### TASK OBJECTIVE
Within the listing below, give again exactly the lines between the one containing "Where are the" and the one containing "I need the bounding", inclusive, pictures left aside.
***
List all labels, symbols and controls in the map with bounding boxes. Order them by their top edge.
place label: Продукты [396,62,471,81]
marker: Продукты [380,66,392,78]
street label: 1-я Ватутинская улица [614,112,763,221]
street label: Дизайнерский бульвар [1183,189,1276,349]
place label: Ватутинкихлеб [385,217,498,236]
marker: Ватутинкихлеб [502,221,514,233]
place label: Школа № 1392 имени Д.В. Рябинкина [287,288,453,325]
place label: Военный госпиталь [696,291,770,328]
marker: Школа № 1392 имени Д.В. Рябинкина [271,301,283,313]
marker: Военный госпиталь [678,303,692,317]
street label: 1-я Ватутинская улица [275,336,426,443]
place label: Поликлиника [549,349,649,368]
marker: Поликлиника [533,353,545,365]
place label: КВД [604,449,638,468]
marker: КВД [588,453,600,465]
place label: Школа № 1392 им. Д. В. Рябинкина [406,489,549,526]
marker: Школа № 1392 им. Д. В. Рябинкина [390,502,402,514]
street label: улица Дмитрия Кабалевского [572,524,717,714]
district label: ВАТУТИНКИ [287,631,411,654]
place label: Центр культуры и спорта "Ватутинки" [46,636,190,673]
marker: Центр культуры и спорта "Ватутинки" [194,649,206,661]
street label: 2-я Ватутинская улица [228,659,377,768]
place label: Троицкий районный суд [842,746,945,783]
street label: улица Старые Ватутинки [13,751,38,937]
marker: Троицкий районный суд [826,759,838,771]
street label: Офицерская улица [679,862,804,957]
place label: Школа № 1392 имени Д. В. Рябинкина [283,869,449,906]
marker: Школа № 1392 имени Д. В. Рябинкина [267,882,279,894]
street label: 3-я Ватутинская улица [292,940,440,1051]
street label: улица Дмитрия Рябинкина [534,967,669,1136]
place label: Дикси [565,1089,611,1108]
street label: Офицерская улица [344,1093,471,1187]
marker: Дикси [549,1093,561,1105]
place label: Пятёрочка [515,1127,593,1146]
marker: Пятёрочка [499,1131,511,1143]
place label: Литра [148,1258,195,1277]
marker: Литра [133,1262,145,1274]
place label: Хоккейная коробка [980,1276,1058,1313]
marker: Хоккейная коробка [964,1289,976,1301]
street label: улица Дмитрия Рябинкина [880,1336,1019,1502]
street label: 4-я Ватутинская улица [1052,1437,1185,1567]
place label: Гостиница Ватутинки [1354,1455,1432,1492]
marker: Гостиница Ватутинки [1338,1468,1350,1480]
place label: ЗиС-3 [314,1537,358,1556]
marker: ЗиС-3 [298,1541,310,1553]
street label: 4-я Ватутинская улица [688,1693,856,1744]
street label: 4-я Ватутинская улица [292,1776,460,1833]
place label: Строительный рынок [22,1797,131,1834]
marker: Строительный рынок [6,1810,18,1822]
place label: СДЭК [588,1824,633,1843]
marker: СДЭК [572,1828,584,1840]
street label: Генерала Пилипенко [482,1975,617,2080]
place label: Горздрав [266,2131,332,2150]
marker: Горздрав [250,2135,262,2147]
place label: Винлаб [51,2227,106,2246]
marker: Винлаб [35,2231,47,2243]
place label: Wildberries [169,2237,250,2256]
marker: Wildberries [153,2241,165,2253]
***
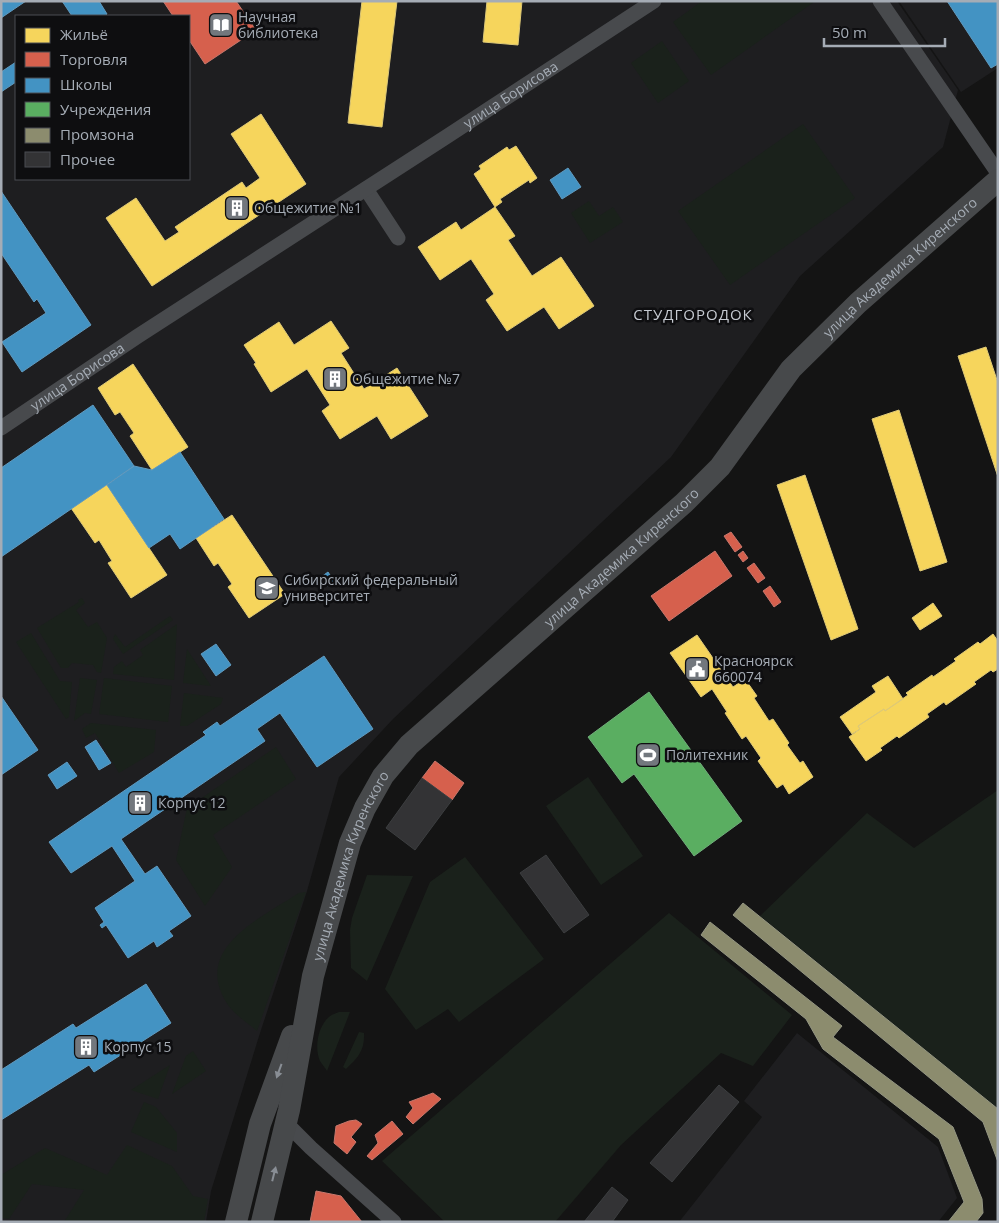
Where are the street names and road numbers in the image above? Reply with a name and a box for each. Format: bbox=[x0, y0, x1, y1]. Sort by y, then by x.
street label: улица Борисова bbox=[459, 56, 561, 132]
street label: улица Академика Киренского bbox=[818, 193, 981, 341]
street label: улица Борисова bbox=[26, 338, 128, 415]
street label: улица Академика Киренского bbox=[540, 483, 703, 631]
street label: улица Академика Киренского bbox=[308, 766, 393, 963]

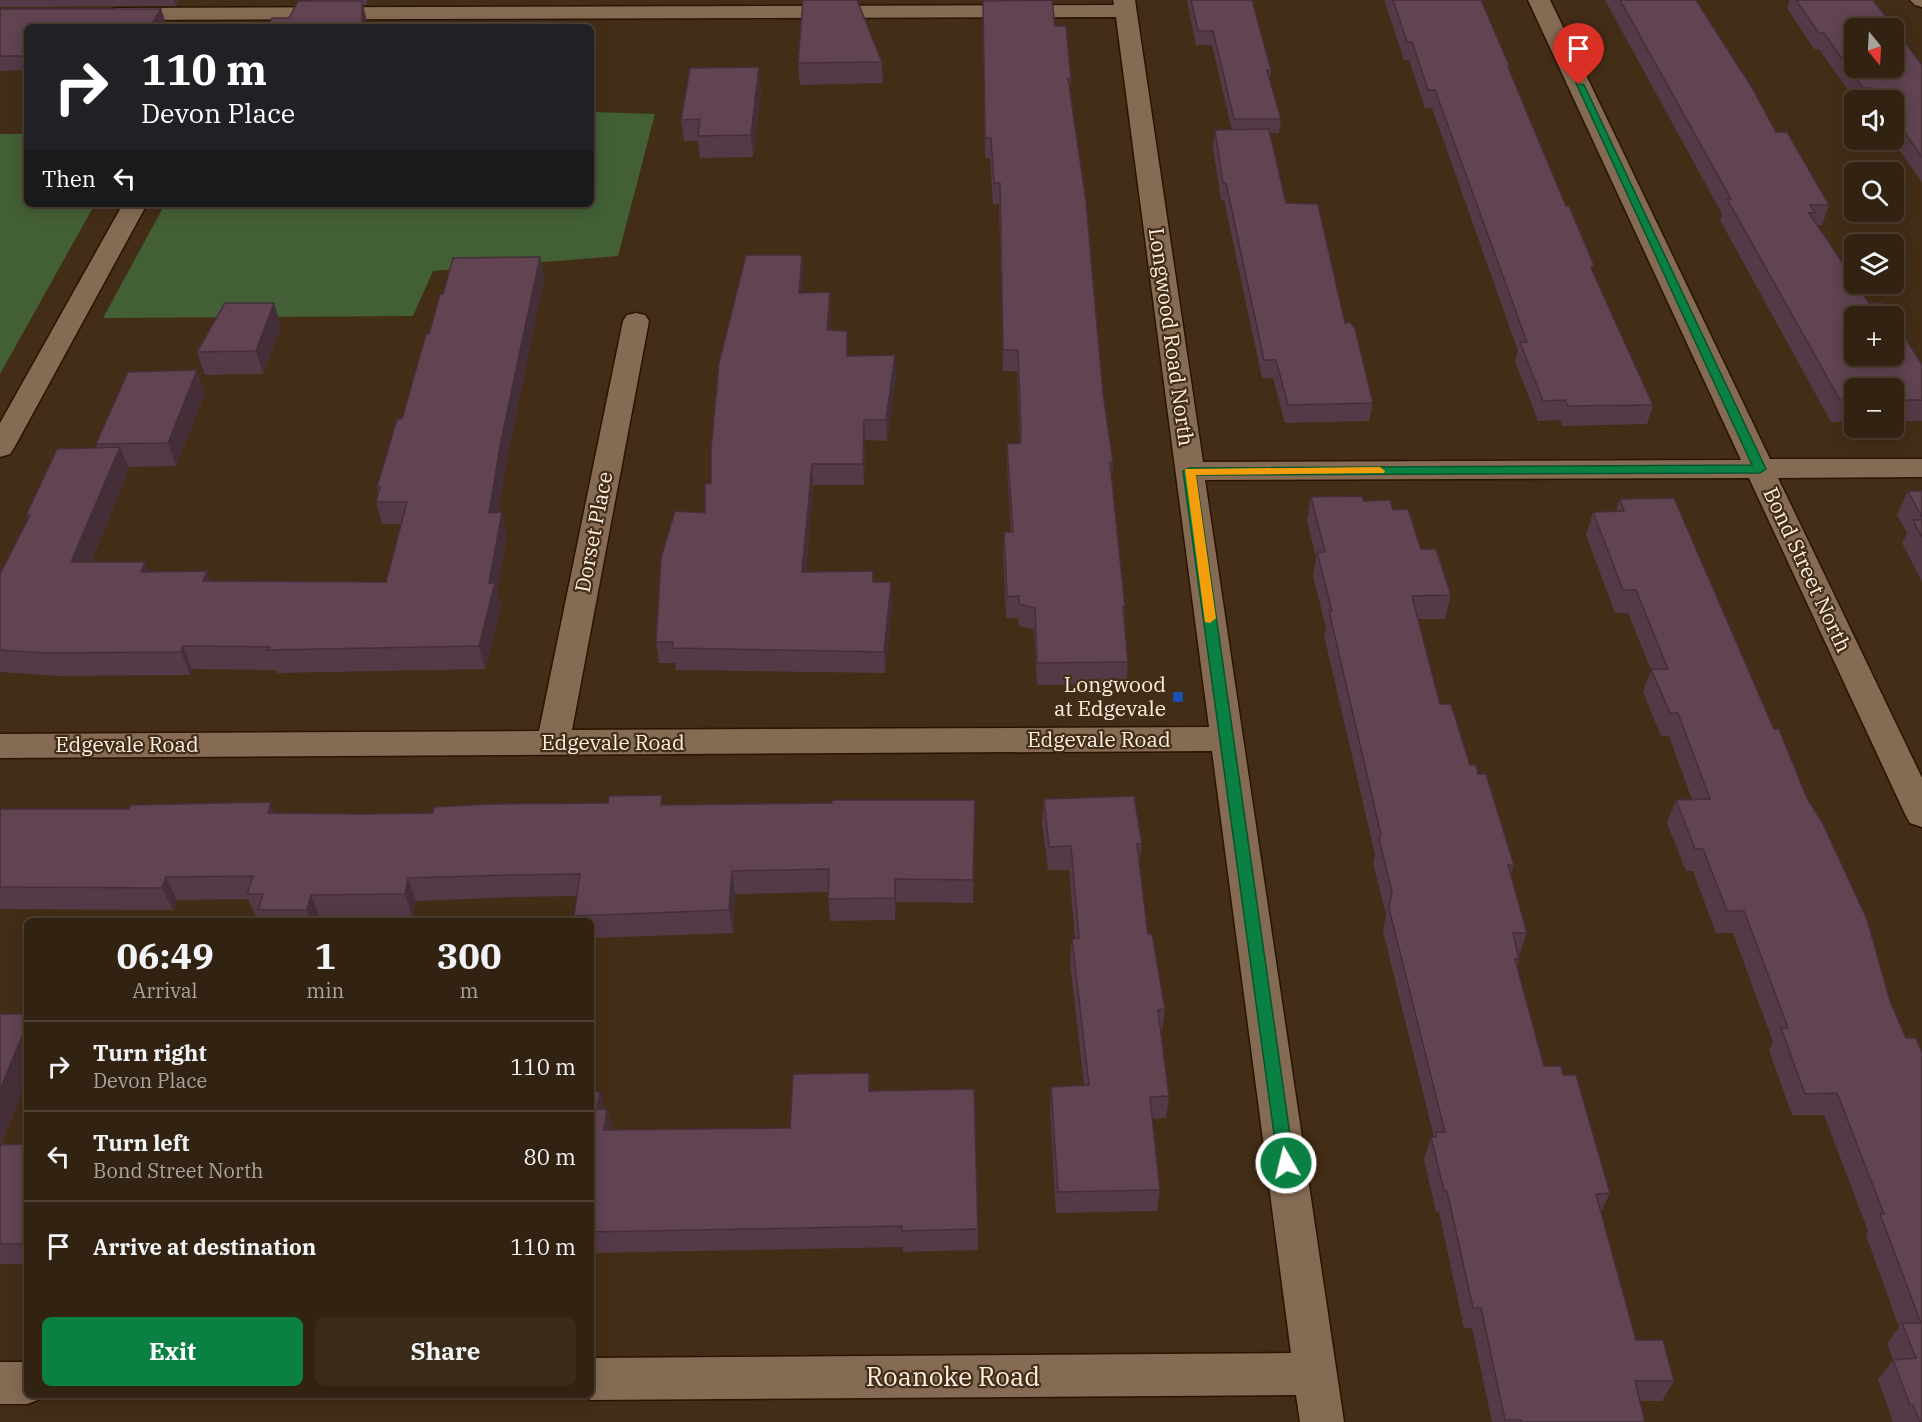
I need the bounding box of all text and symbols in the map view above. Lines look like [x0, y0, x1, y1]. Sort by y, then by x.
***
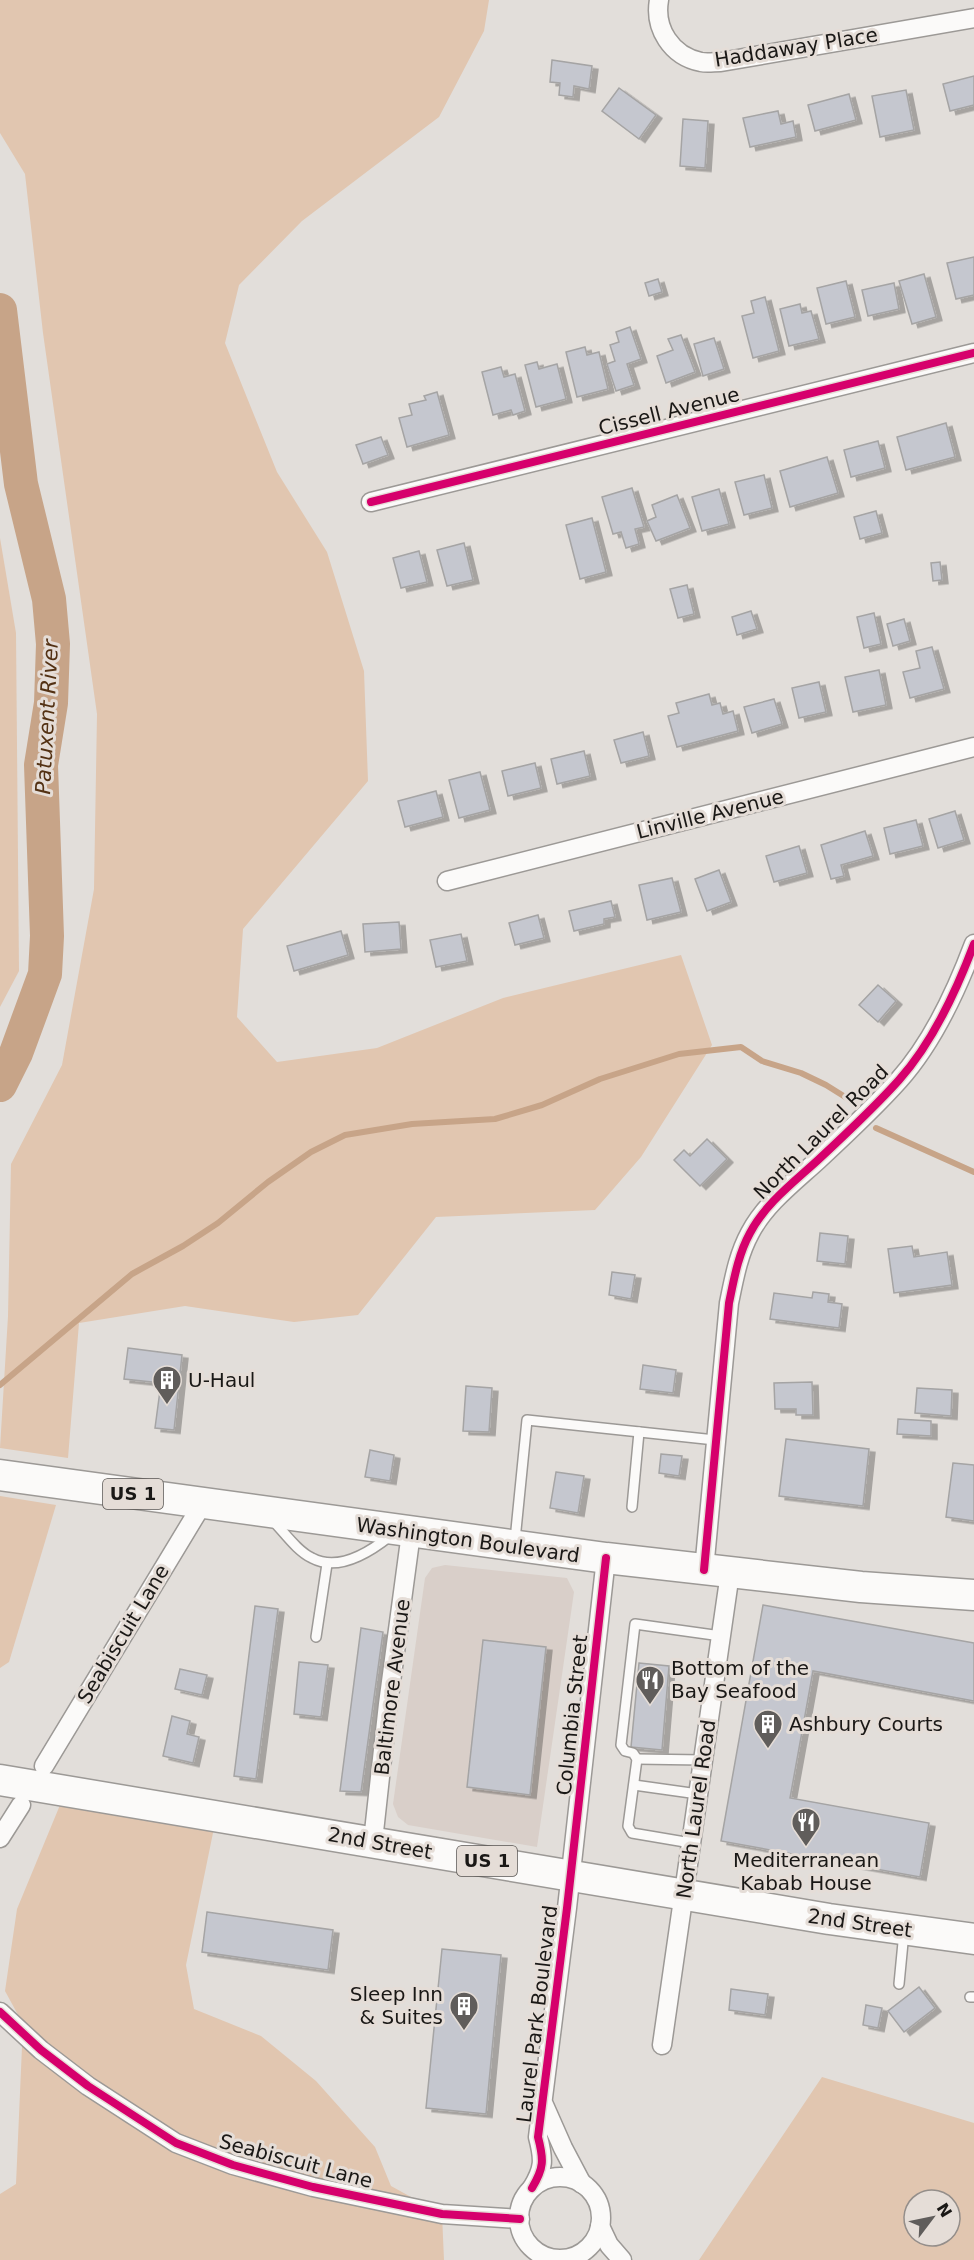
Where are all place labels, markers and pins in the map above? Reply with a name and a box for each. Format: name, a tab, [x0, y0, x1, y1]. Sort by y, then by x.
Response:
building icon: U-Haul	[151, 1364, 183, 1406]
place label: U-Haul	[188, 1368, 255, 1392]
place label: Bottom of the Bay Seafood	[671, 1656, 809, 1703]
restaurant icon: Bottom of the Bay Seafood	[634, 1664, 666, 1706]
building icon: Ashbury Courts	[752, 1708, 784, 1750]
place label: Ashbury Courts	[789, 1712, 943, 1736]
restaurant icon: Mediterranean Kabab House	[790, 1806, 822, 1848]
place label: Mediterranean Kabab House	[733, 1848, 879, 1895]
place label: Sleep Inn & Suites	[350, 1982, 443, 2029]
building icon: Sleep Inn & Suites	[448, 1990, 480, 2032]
***
### SOLUTION TO THE PROBLEM
Where are the street names and road numbers in the image above? Reply with a name and a box for each. Format: bbox=[x0, y0, x1, y1]. Sort by y, then by x.
street label: улица Борисова bbox=[459, 56, 561, 132]
street label: улица Академика Киренского bbox=[818, 193, 981, 341]
street label: улица Борисова bbox=[26, 338, 128, 415]
street label: улица Академика Киренского bbox=[540, 483, 703, 631]
street label: улица Академика Киренского bbox=[308, 766, 393, 963]

I need the bounding box of all text and symbols in the map view above. Lines look like [x0, y0, x1, y1]. Sort by y, then by x.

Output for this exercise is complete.